There is no text about defences and exceptions to these broad proposals for trade secret protection. This is concerning because on occasion, companies have invoked trade secrets against journalists. Apple, for instance, filed suit against the site Think Secret, claiming that there had been a breach of trade secrets. On other occasions, companies have tried to use trade secrets to frustrate public criticism. In the US, gas companies have tried to rely upon trade secrets to deny information to medical doctors who are concerned about the impact of fracking upon the health of their patients.
Furthermore, the TPP has an investment chapter. Under an investor-state dispute settlement system, intellectual property owners could challenge government regulation on the grounds that it interfered with its investments in trade secrets. That could be particularly problematic for various forms of regulatory review involving confidential information.
Trade secrets have been invoked not only in commercial matters, but also in government information.
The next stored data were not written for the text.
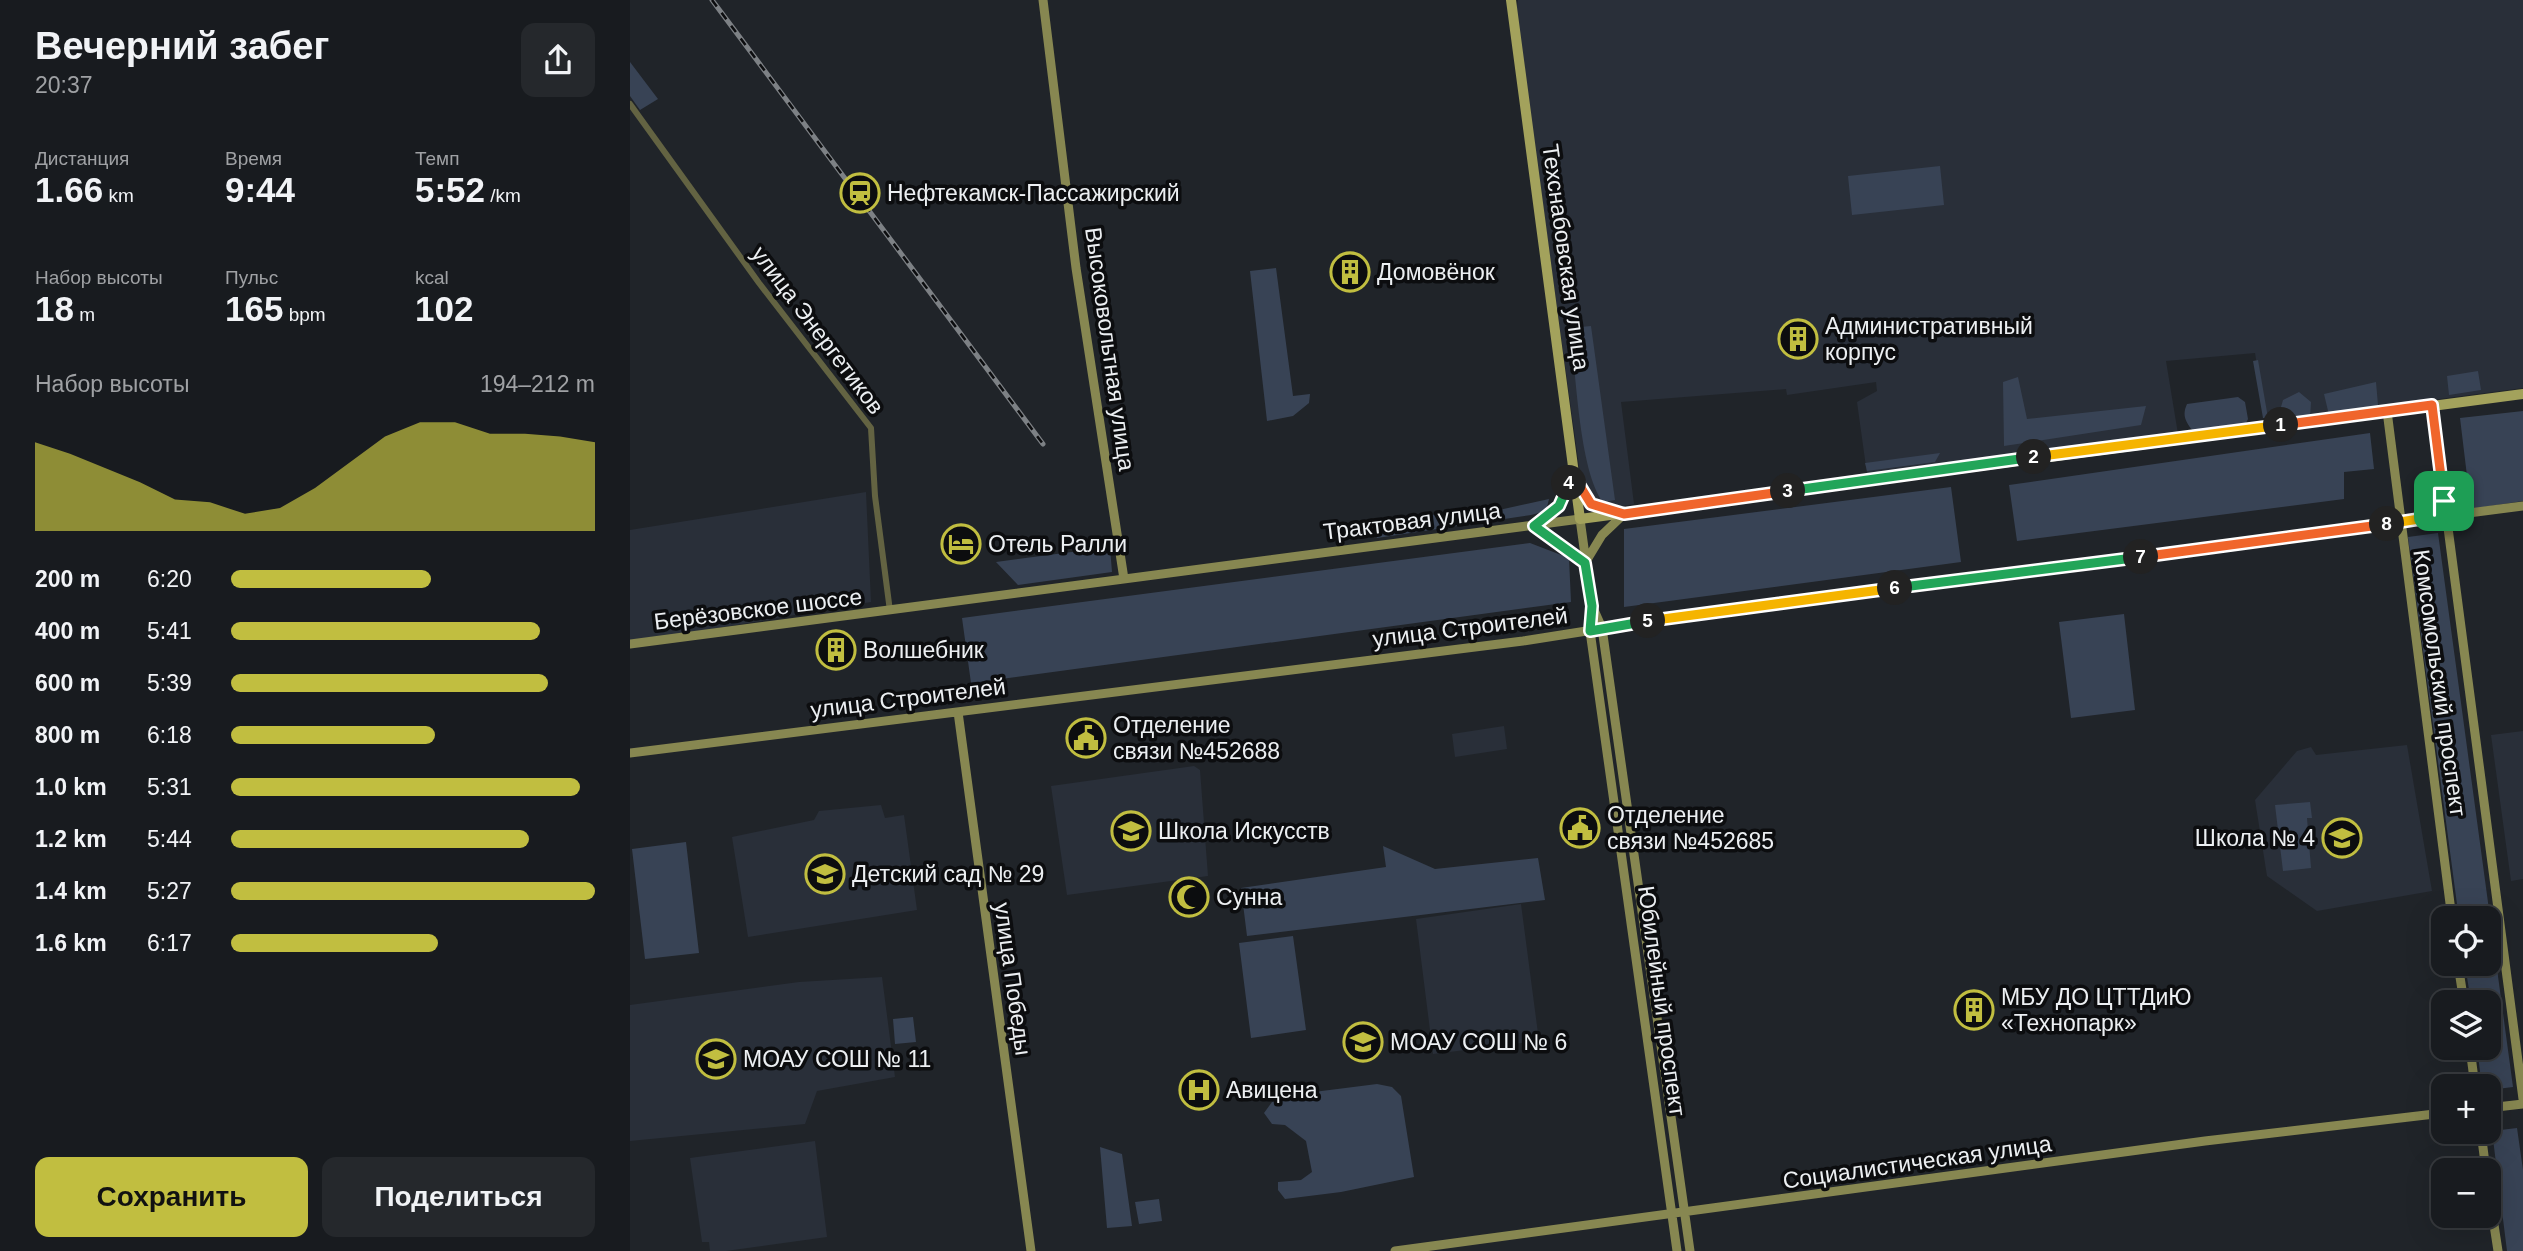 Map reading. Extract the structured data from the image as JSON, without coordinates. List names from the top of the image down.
{
  "streets": {
    "main road": [
      "Техснабовская улица",
      "Высоковольтная улица",
      "Трактовая улица",
      "Берёзовское шоссе",
      "улица Строителей",
      "Комсомольский проспект",
      "улица Победы",
      "Юбилейный проспект",
      "Социалистическая улица"
    ],
    "street": ["улица Энергетиков"]
  },
  "crossings": [
    ["Техснабовская улица", "Трактовая улица"],
    ["улица Энергетиков", "Трактовая улица"],
    ["улица Энергетиков", "Берёзовское шоссе"],
    ["Высоковольтная улица", "Трактовая улица"],
    ["Трактовая улица", "Берёзовское шоссе"],
    ["Трактовая улица", "Комсомольский проспект"],
    ["улица Строителей", "Комсомольский проспект"],
    ["улица Строителей", "улица Победы"],
    ["улица Строителей", "Юбилейный проспект"],
    ["Юбилейный проспект", "Социалистическая улица"]
  ],
  "places": {
    "station": ["Нефтекамск-Пассажирский"],
    "building": [
      "Домовёнок",
      "Административный корпус",
      "Волшебник",
      "МБУ ДО ЦТТДиЮ «Технопарк»"
    ],
    "hotel": ["Отель Ралли"],
    "public building": ["Отделение связи №452688", "Отделение связи №452685"],
    "school or university": [
      "Школа Искусств",
      "Школа № 4",
      "Детский сад № 29",
      "МОАУ СОШ № 6",
      "МОАУ СОШ № 11"
    ],
    "mosque": ["Сунна"],
    "hospital": ["Авицена"]
  },
  "page": {
    "heading": ["Вечерний забег", "20:37"],
    "stats": [
      ["Дистанция", "1.66 km"],
      ["Время", "9:44"],
      ["Темп", "5:52 /km"],
      ["Набор высоты", "18 m"],
      ["Пульс", "165 bpm"],
      ["kcal", "102"]
    ],
    "chart": ["Набор высоты", "194–212 m"],
    "pins": [
      "1",
      "2",
      "4",
      "3",
      "8",
      "7",
      "6",
      "5"
    ],
    "list": [
      {
        "name": "200 m",
        "note": "6:20"
      },
      {
        "name": "400 m",
        "note": "5:41"
      },
      {
        "name": "600 m",
        "note": "5:39"
      },
      {
        "name": "800 m",
        "note": "6:18"
      },
      {
        "name": "1.0 km",
        "note": "5:31"
      },
      {
        "name": "1.2 km",
        "note": "5:44"
      },
      {
        "name": "1.4 km",
        "note": "5:27"
      },
      {
        "name": "1.6 km",
        "note": "6:17"
      }
    ],
    "map_buttons": ["+", "−"],
    "buttons": ["Сохранить", "Поделиться"]
  }
} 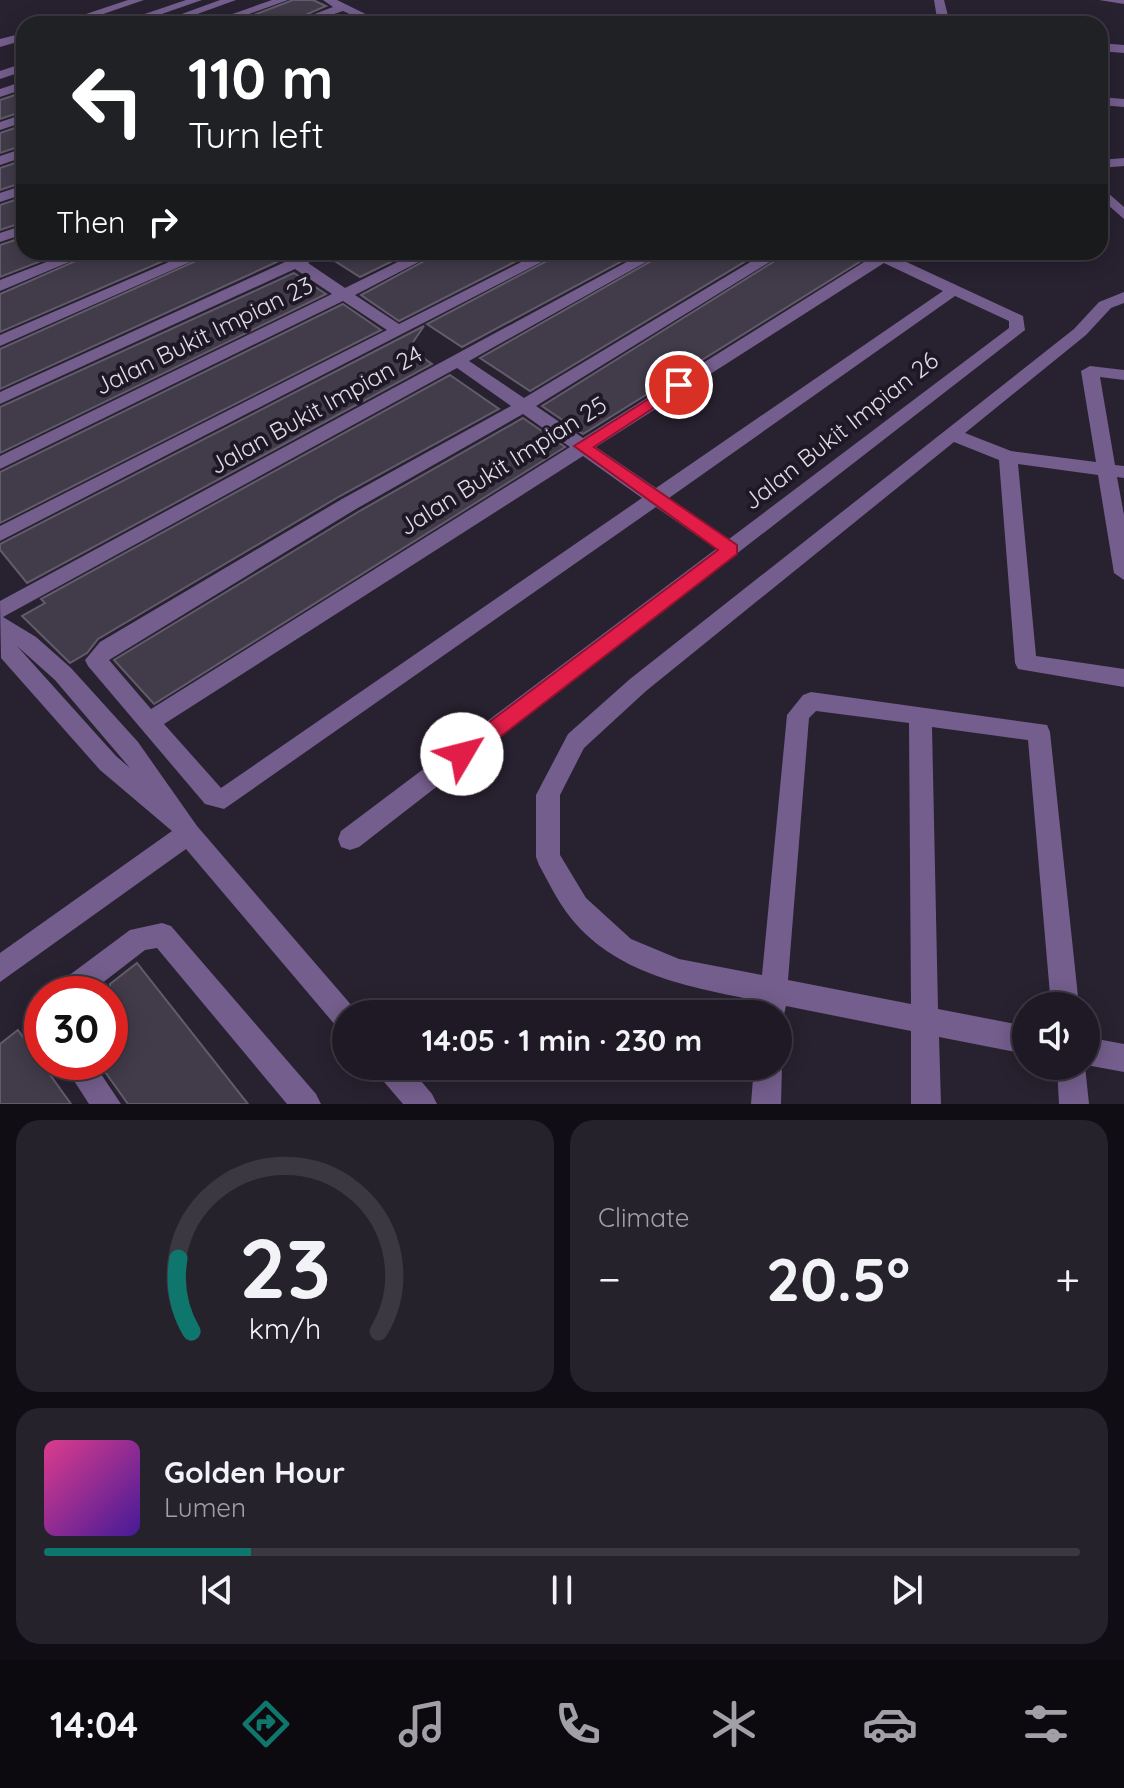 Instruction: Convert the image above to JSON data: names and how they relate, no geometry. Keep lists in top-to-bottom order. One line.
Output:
{"streets":{"street":["Jalan Bukit Impian 23","Jalan Bukit Impian 24","Jalan Bukit Impian 26","Jalan Bukit Impian 25"]},"page":{"turn":["110 m","Turn left"],"then":"Then","limit":"30","trip":"14:05 · 1 min · 230 m","tile":"Climate","heat":["−","20.5°","+"],"song":["Golden Hour","Lumen"],"tabs":"14:04","gauge":["23","km/h"]}}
In the 1980 case of Commonwealth v Fairfax, the Australian government sought to prevent Fairfax from publishing Defence Papers, relying upon copyright law and confidential information. In the 1988 Spycatcher case, the British government sought to prevent the publication of the book Spycatcher, claiming a breach of fiduciary duty, a breach of confidence, and a breach of contract. In New Zealand, there have been battles of the publication of memoirs of special forces. Given such past precedents, overly strong protection of confidential information in the Trans-Pacific Partnership could have a chilling effect upon the freedom of press, the freedom of speech and whistleblowers.
Paradoxically, the US wants to jealously guard its own trade secrets, while at the same time having complete intelligence about the world’s secrets. As revealed by Edward Snowden, the National Security Agency has engaged in massive, dragnet surveillance, at home and abroad. There has been concern that the NSA has been engaged in economic espionage, even among supposedly friendly nations. There has been even alarm among trading partners at the prospect that the NSA has conducted surveillance for its customer the USTR for trade agreements, such as the TPP, and the Trans-Atlantic Trade and Investment Partnership.
In light of such far-reaching surveillance by the NSA, could the US proposal on trade secrets backfire? Could the US itself be targeted with criminal penalties in respect of NSA surveillance if such proposals were agreed to?
The provisions of trade secret protection in the TPP are significant, broad, punitive, and over-reaching. There is far too great an emphasis upon criminal law, economic espionage, and national security in the design of regime. The unbalanced agreement seeks to provide expansive protection for the trade secrets of transnational corporations and governments, without due and proper consideration for the public interest in access to information, freedom of expression, and freedom of the press. There are insufficient safeguards in the TPP for the protection of civil liberties, human rights and internet freedom.
The TPP itself should not be a trade secret. Governments have sought to frustrate freedom of information requests on spurious grounds of national security, defence, or international relations. The public interest demands that a treaty of such scale and scope, ambition and import be disclosed for all to see.